The reply has to contain each record exactly as written.

Collected data entries:
________

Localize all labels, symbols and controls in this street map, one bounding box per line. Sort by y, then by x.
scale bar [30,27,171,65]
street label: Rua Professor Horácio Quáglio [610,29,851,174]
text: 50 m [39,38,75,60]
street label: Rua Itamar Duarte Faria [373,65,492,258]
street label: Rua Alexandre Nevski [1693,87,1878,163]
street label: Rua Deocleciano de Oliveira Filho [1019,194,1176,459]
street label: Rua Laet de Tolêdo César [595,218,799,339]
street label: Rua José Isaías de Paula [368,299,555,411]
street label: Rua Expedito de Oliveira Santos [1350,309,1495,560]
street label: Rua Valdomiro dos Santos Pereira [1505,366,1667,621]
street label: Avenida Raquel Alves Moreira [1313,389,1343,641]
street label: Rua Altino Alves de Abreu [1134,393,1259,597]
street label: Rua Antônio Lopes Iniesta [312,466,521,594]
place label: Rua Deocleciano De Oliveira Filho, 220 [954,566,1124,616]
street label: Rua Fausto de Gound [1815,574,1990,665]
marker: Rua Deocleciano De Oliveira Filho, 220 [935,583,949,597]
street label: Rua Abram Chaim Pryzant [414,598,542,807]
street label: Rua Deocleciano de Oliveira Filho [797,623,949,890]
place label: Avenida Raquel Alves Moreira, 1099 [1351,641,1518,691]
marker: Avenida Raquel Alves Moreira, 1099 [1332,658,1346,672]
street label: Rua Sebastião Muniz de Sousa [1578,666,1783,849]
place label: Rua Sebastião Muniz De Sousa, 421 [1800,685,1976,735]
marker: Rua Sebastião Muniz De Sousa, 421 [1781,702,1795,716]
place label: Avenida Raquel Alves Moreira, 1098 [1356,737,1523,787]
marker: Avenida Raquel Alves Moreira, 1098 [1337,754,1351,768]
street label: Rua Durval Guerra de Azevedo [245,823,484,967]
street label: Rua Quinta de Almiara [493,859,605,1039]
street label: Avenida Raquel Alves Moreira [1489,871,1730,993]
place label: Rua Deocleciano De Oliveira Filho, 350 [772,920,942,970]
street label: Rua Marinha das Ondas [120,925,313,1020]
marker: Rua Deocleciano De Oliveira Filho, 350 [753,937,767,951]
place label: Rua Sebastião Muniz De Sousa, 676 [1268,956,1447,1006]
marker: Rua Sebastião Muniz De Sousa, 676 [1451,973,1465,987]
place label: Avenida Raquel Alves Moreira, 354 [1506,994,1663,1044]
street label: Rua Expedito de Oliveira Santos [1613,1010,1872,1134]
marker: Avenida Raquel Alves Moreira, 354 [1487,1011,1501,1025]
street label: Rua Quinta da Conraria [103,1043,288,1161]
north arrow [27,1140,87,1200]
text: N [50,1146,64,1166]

________

### Exercise answer
Localize all labels, symbols and controls in this street map, one bounding box per line. Sort by y, then by x.
scale bar [30,27,171,65]
street label: Rua Professor Horácio Quáglio [610,29,851,174]
text: 50 m [39,38,75,60]
street label: Rua Itamar Duarte Faria [373,65,492,258]
street label: Rua Alexandre Nevski [1693,87,1878,163]
street label: Rua Deocleciano de Oliveira Filho [1019,194,1176,459]
street label: Rua Laet de Tolêdo César [595,218,799,339]
street label: Rua José Isaías de Paula [368,299,555,411]
street label: Rua Expedito de Oliveira Santos [1350,309,1495,560]
street label: Rua Valdomiro dos Santos Pereira [1505,366,1667,621]
street label: Avenida Raquel Alves Moreira [1313,389,1343,641]
street label: Rua Altino Alves de Abreu [1134,393,1259,597]
street label: Rua Antônio Lopes Iniesta [312,466,521,594]
place label: Rua Deocleciano De Oliveira Filho, 220 [954,566,1124,616]
street label: Rua Fausto de Gound [1815,574,1990,665]
marker: Rua Deocleciano De Oliveira Filho, 220 [935,583,949,597]
street label: Rua Abram Chaim Pryzant [414,598,542,807]
street label: Rua Deocleciano de Oliveira Filho [797,623,949,890]
place label: Avenida Raquel Alves Moreira, 1099 [1351,641,1518,691]
marker: Avenida Raquel Alves Moreira, 1099 [1332,658,1346,672]
street label: Rua Sebastião Muniz de Sousa [1578,666,1783,849]
place label: Rua Sebastião Muniz De Sousa, 421 [1800,685,1976,735]
marker: Rua Sebastião Muniz De Sousa, 421 [1781,702,1795,716]
place label: Avenida Raquel Alves Moreira, 1098 [1356,737,1523,787]
marker: Avenida Raquel Alves Moreira, 1098 [1337,754,1351,768]
street label: Rua Durval Guerra de Azevedo [245,823,484,967]
street label: Rua Quinta de Almiara [493,859,605,1039]
street label: Avenida Raquel Alves Moreira [1489,871,1730,993]
place label: Rua Deocleciano De Oliveira Filho, 350 [772,920,942,970]
street label: Rua Marinha das Ondas [120,925,313,1020]
marker: Rua Deocleciano De Oliveira Filho, 350 [753,937,767,951]
place label: Rua Sebastião Muniz De Sousa, 676 [1268,956,1447,1006]
marker: Rua Sebastião Muniz De Sousa, 676 [1451,973,1465,987]
place label: Avenida Raquel Alves Moreira, 354 [1506,994,1663,1044]
street label: Rua Expedito de Oliveira Santos [1613,1010,1872,1134]
marker: Avenida Raquel Alves Moreira, 354 [1487,1011,1501,1025]
street label: Rua Quinta da Conraria [103,1043,288,1161]
north arrow [27,1140,87,1200]
text: N [50,1146,64,1166]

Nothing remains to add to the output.